Lyons called his executive assistant into his office. He told her to go out and wait by the fax machine, the assistant recalled. A document rolled out of the machine, she said. It was a convention resolution guaranteeing a $300,000 loan for Harris.
The resolution had lines for three convention signatures: president Lyons, chairman A.H. Newman and general secretary Roscoe D. Cooper Jr.
All three signature lines were blank.
The assistant took the resolution to Lyons in his office.
He was alone.
Hours later, Lyons instructed her to FedEx the original of the resolution to Harris. All three lines had signatures.
The assistant, who no longer works for Lyons, has recounted this story to authorities investigating Lyons' financial dealings as leader of the nation's largest black denomination since 1994.
Only one of the three signatures on the resolution was genuine -- that of Henry J. Lyons.
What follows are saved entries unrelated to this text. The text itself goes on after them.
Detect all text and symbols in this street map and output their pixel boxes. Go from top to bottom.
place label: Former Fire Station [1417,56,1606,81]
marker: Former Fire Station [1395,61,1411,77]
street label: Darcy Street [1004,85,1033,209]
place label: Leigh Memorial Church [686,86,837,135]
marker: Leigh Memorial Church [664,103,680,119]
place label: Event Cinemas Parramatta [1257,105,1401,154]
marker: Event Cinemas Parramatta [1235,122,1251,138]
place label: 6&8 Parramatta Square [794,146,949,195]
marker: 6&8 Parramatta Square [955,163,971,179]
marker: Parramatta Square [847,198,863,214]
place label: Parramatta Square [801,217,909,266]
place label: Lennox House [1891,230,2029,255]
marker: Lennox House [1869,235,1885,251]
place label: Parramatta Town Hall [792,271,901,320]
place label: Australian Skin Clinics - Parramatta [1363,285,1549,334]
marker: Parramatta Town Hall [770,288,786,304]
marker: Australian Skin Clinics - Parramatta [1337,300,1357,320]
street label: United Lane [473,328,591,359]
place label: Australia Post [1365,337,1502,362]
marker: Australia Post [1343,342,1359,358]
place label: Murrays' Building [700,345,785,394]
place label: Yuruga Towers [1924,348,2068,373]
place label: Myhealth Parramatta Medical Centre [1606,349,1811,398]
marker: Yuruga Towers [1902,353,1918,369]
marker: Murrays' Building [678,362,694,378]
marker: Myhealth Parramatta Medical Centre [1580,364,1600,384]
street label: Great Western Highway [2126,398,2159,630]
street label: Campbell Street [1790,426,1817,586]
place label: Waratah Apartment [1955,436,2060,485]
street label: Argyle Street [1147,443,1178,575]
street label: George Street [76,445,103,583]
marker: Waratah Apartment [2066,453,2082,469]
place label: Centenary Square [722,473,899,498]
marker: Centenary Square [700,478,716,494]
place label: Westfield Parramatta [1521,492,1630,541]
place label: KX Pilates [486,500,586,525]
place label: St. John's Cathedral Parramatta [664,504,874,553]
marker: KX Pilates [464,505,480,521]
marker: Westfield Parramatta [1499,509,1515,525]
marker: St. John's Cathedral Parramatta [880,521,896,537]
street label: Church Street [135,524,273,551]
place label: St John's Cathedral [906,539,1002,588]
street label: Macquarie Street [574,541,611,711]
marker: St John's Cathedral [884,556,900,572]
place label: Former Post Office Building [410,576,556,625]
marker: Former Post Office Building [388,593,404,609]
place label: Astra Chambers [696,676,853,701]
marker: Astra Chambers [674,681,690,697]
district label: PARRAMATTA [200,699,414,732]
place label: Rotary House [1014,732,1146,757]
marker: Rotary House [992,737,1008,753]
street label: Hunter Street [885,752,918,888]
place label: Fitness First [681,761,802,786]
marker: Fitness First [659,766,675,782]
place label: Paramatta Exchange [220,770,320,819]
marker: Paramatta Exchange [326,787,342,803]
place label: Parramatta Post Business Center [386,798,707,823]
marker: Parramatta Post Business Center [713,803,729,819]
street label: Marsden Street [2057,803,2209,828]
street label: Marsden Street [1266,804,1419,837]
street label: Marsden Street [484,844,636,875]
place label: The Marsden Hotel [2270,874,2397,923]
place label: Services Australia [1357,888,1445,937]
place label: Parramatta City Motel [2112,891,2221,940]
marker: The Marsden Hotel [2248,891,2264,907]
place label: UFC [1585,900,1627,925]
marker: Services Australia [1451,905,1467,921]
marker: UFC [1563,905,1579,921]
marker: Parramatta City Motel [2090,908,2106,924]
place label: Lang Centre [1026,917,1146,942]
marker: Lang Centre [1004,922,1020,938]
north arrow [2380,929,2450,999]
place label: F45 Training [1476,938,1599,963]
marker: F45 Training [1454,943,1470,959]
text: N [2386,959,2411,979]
The others were crude forgeries, probably done by someone attempting to disguise their writing, handwriting experts say.
The assistant's account is part of a web of circumstance -- from handwriting comparisons to fax machine imprints to witness recollections -- that links Lyons to a pattern of forgery, a pattern that benefited Lyons and his friends.
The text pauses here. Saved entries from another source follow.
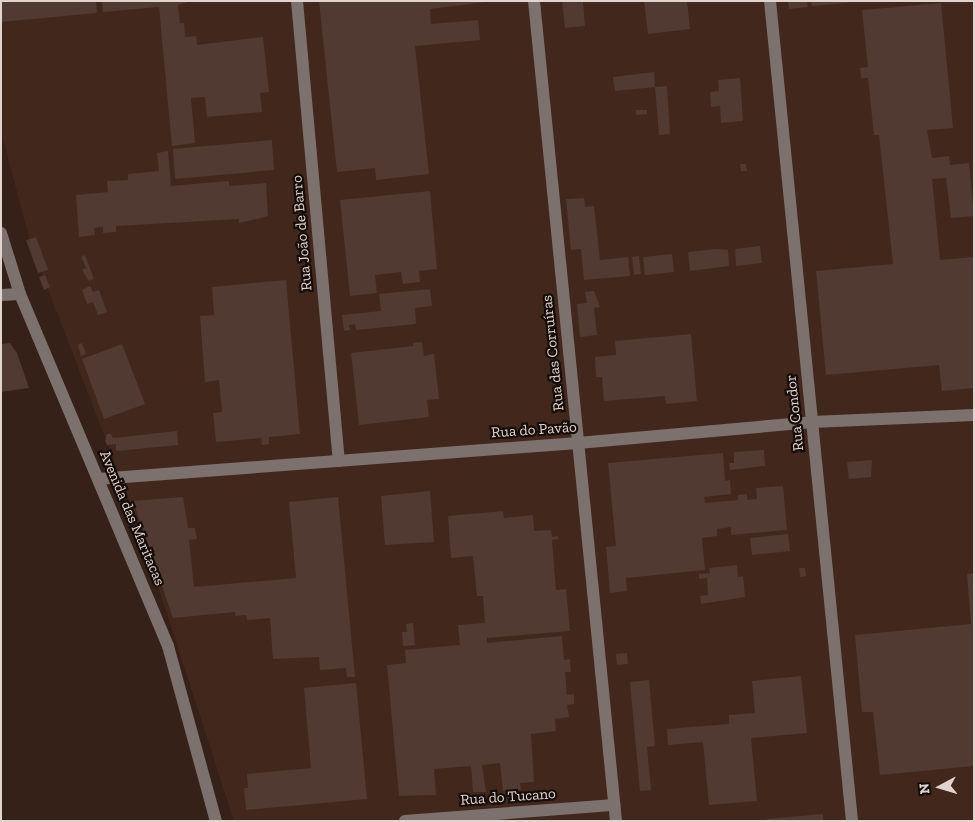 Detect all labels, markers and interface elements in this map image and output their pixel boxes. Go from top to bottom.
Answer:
street label: Rua João de Barro [288,174,316,292]
street label: Rua das Corruíras [538,294,568,412]
street label: Rua Condor [782,374,808,452]
street label: Rua do Pavão [491,418,577,442]
street label: Avenida das Maritacas [95,448,169,588]
north arrow [915,762,965,812]
text: N [916,782,934,795]
street label: Rua do Tucano [460,785,556,809] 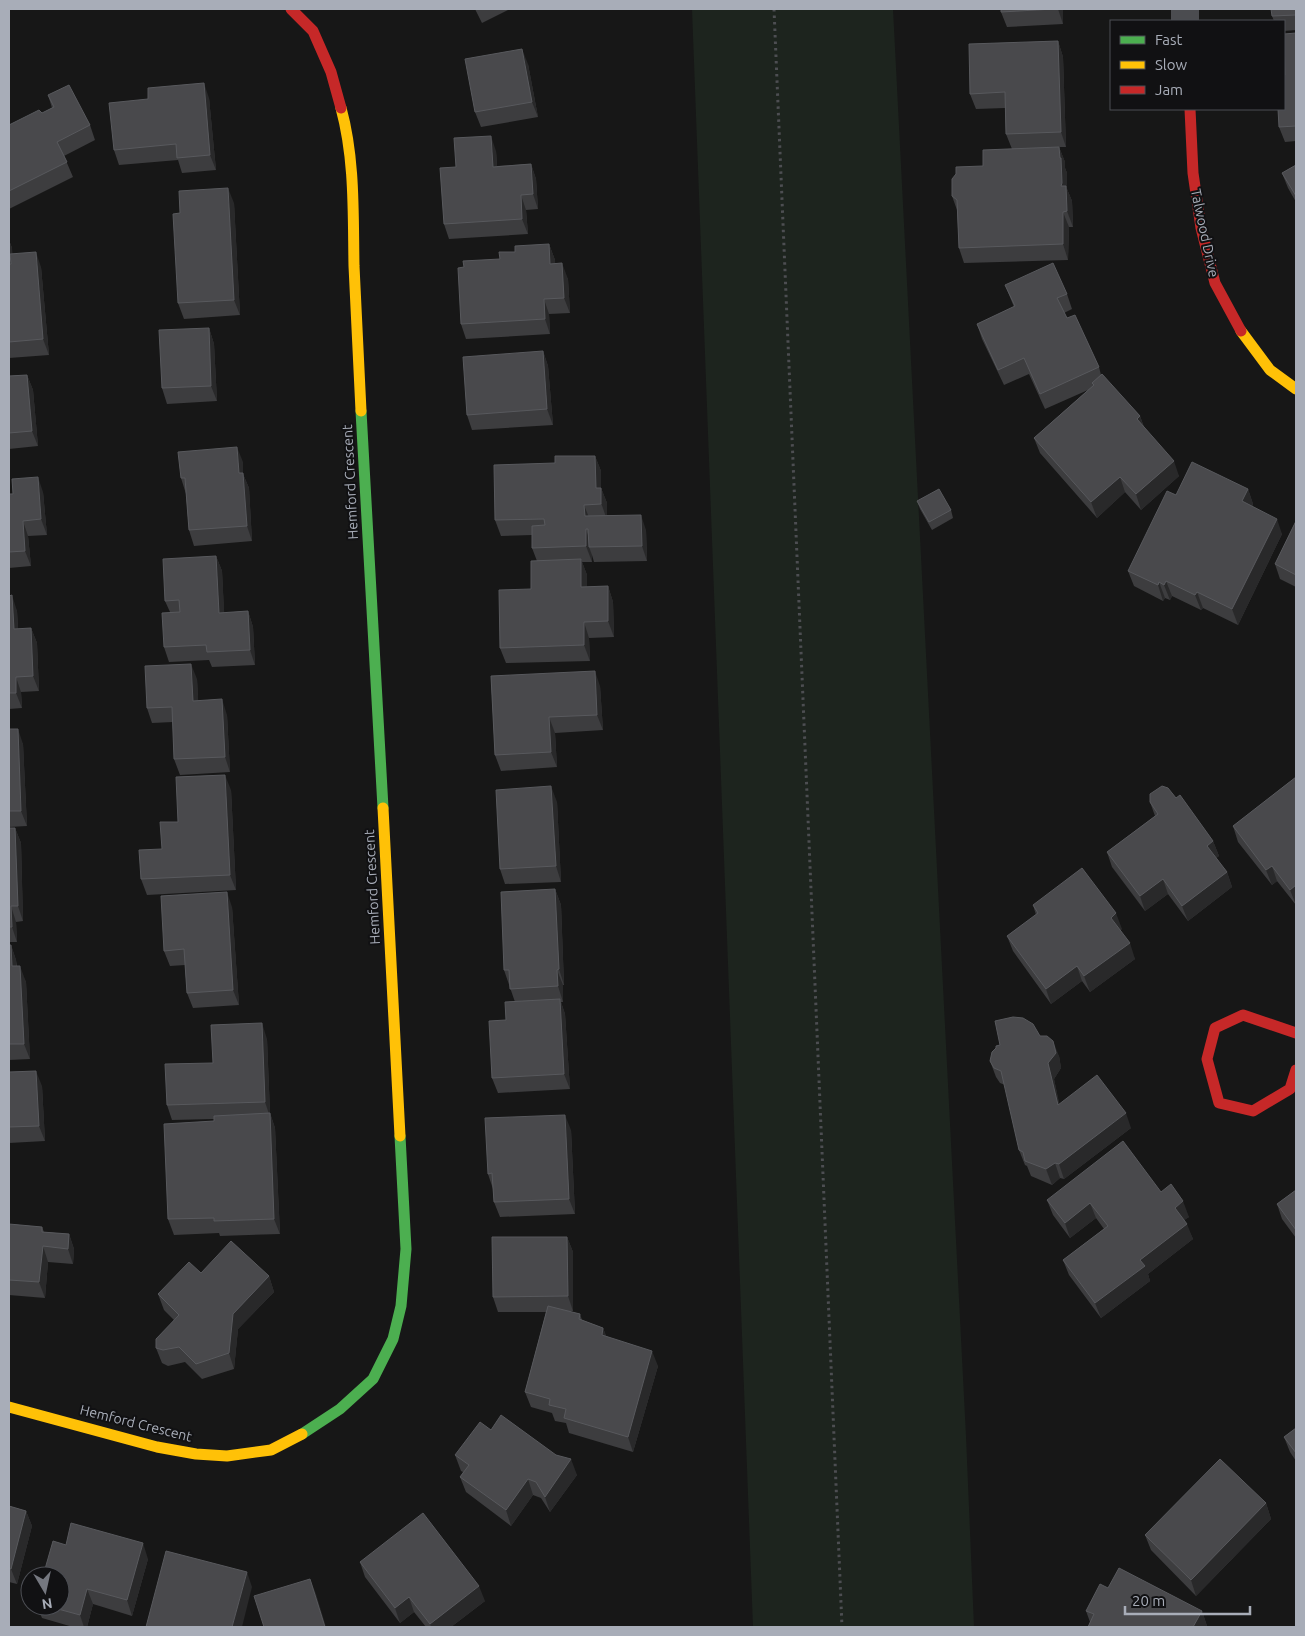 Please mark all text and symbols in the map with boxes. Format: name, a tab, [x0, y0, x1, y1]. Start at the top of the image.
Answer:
legend	[1110, 20, 1285, 110]
text: Fast	[1155, 31, 1183, 48]
text: Slow	[1155, 56, 1188, 73]
text: Jam	[1155, 81, 1183, 98]
street label: Talwood Drive	[1188, 187, 1222, 279]
street label: Hemford Crescent	[339, 424, 361, 540]
street label: Hemford Crescent	[361, 829, 383, 945]
street label: Hemford Crescent	[78, 1401, 194, 1445]
north arrow	[20, 1566, 70, 1616]
scale bar	[1125, 1584, 1250, 1616]
text: 20 m	[1132, 1592, 1165, 1609]
text: N	[41, 1595, 53, 1613]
The bogus resolution is one of at least four forgeries that are a major focus of a federal grand jury investigation. Authorities have questioned numerous associates of Lyons about the phony signatures.
The grand jury has subpoenaed testimony and records from Harris, but her attorneys last week filed a motion to quash the subpoena, saying it is "overly broad" in scope. Also last week, one of Lyons' secretaries was asked to provide handwriting samples to the FBI.
Six people, at least, had an interest in one forged document or another. Only one person, Lyons, had something to gain from all four documents: a loan for Harris, a credit card deal, a home purchase on Tierra Verde, a project for the elderly.
Each of the forged papers was intended to secure financing from lending institutions. That is exactly what Lyons did in 1988, when he knowingly pledged fake credit union share certificates as collateral to obtain an $85,000 bank loan.
To date, no witness has publicly identified who is falsifying signatures of convention officials on financial documents. Without eyewitnesses, experts say pinpointing a forger can be difficult.
Of the four recent forgeries, Lyons' attorney said he was "not aware" of Lyons signing, or asking a subordinate to sign, another person's name.
"I've not had an opportunity to ask him about any of the documents," Grady Irvin said.
Months after taking leadership of the National Baptist Convention, Lyons cut a deal with a Nashville bank to market credit cards to NBC members.
On April 25, 1995, Union Planters Bank of Middle Tennessee wired $300,000 to the United Bank in St. Petersburg, where Lyons kept a secret account.
The money was a loan to the convention to pay the expenses of marketing Union Planters credit cards to Baptists. The bank sent the money only after it received written assurances from the convention, including a resolution allowing Lyons to carry out the deal.
The name of Roscoe Cooper, general secretary of the convention, was signed at the bottom.
The signature was a fake. Cooper, a pastor in Richmond, Va., says he didn't know about any such resolution or board vote or credit-card deal.
Now the disputed resolution is exhibit B in a lawsuit Union Planters has filed to recover its $300,000. Of that, Lyons says he paid himself $75,000 and convention official Fred Demps $150,000 as their "commissions" for a deal that resulted in fewer than 100 new credit cards for the bank.
Demps, who denies getting a commission from Lyons, would not talk about the resolution.
Union Planters officials could not recall which convention official supplied the phony resolution. They dealt mainly with Demps and Lyons, but many loan papers came through the convention's attorney.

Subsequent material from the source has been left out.